DIARIO HASTA LA FINAL (Día 30)


Por Marco Antonio Domínguez Niebla
El ring de hoy
La plática generalmente gira sobre el futbol. No quiero revelar los lugares ni las identidades, para evitar aún más roces propios de estos tiempos de ver el futbol para descalificar o justificar. Suelo rodearme y convivir con gente atenta, educada. Gente buena. Muchos de ellos apasionados por el deporte del que todos (en serio, absolutamente todos) hablan. Con varios voy por veredas distintas. Ellos admiran a un futbolista y yo a otro. Ellos le va a un equipo y yo a otro. Más allá de la carrilla o las cargadas propias del ganador al derrotado, nunca un resultado había afectado tanto mi posición frente a afectos tanto cercanos como no tanto. Eso se ha acabado, al menos a partir de esta semana.

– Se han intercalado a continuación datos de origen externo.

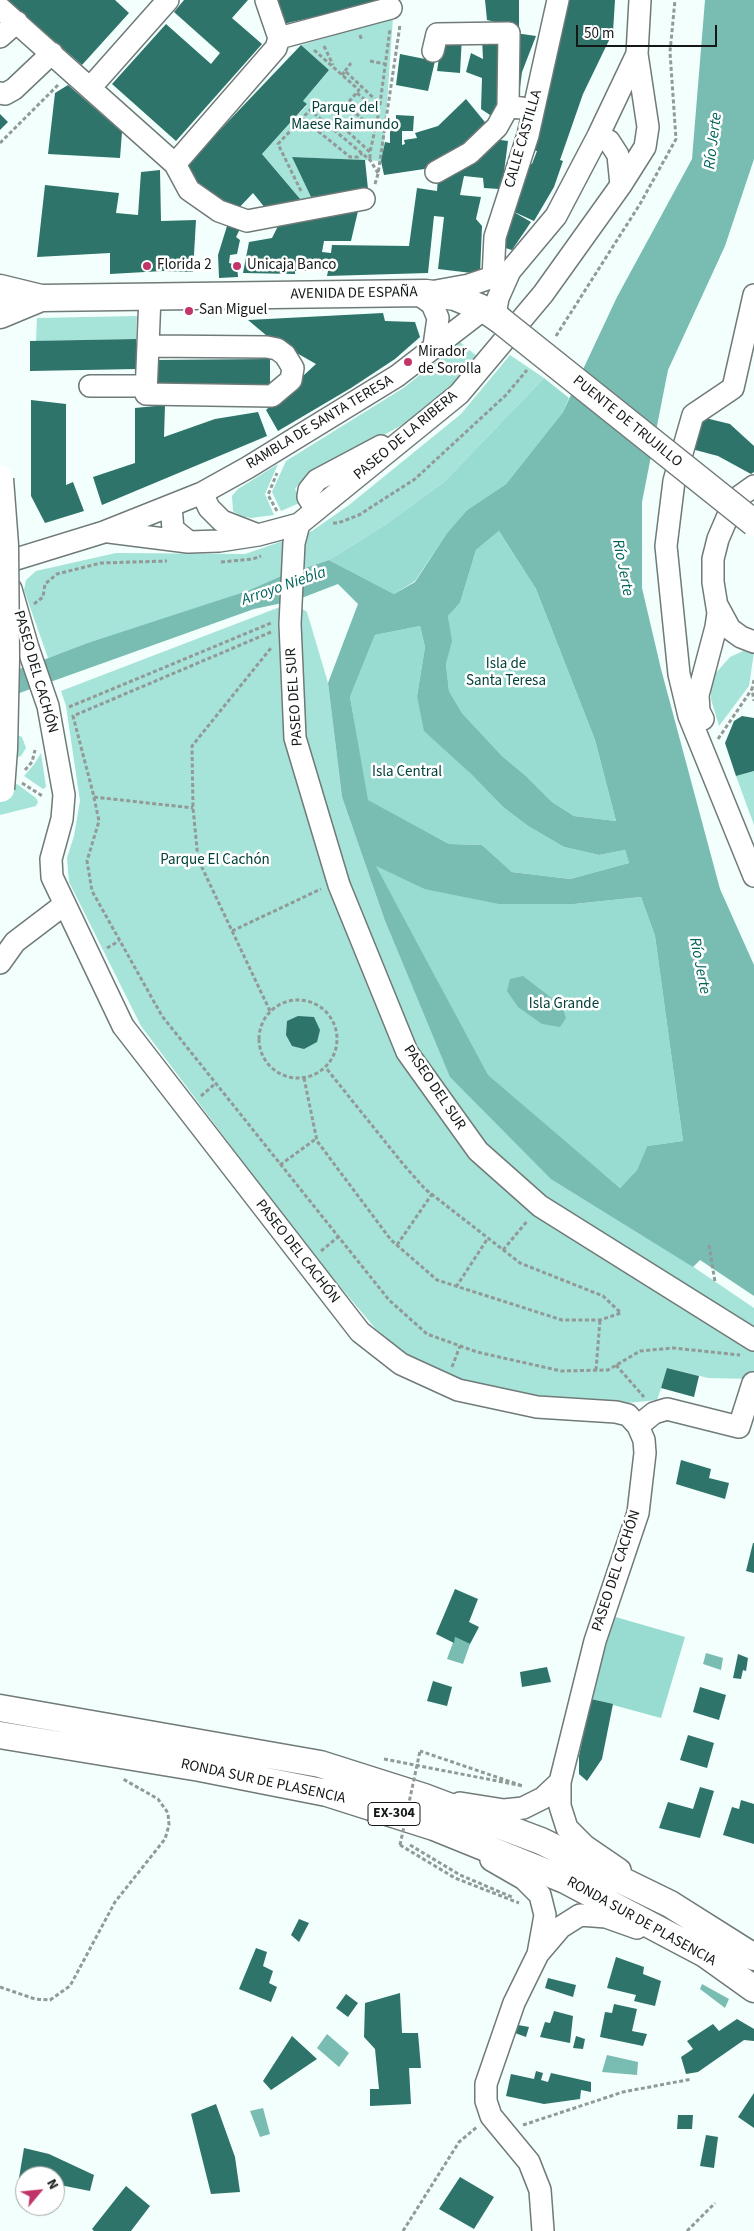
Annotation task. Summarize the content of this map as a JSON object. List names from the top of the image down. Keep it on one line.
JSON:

He sucumbido, debo admitirlo, frente a la vorágine de la discusión, pero no la discusión enriquecedora y entrañable de qué selección juega mejor, o ni siquiera sobre el duelo de grandes figuras en la búsqueda del campeonato de goleo, o la demostración de Francia, la gran favorita, de Mbappé y los tres fantásticos que lo acompañan para despachar al de enfrente. Hoy la discusión se centra en hallar al culpable de lo que sea (que es el mismo de siempre, el que dirige esto, solo con diferente nacionalidad, nombre y apellido, y bien puede ser brasileño, suizo o suizo-italiano, pero al parecer nadie se había dado cuenta hasta que gana el que nos resulta antipático), al tramposo, al que gana ayudado por las fuerzas del mal, sin importar si el señalado sea un talento longevo al que necesitamos desacreditar desde el despecho de un marcador que no deseábamos ver al final de un partido de futbol. Además hay quienes se obsesionan con los ídolos caídos, en desgracia, tratando de desacreditar (o justificar) no solo su presente, sino también poner en duda (o sobredimensionar) su legado, por más glorioso (o discutible) que este sea.
Ya ni mencionar a los árbitros, esos seres acusados por la gran masa (sobre todo la más contundente y sentenciadora, esa de las redes sociales) de tomar decisiones en base a la orden que les han girado sobre la selección que debe levantar la copa el domingo 19.
¿En qué momento (y me incluyo y excluyo a tantos que cuestionan lo cuestionable y reconocen lo valioso con madurez y espíritu crítico) nos convertimos en fiscales de la pelota, en abanderados de la sospecha? El evento que nos convoca a los que amamos el futbol (y también a quienes se limitan seguirlo cada cuatro años en espera de que “y si sí”) está cerca de su final. Llegado el mismo, ya nos pelearemos por otra cosa.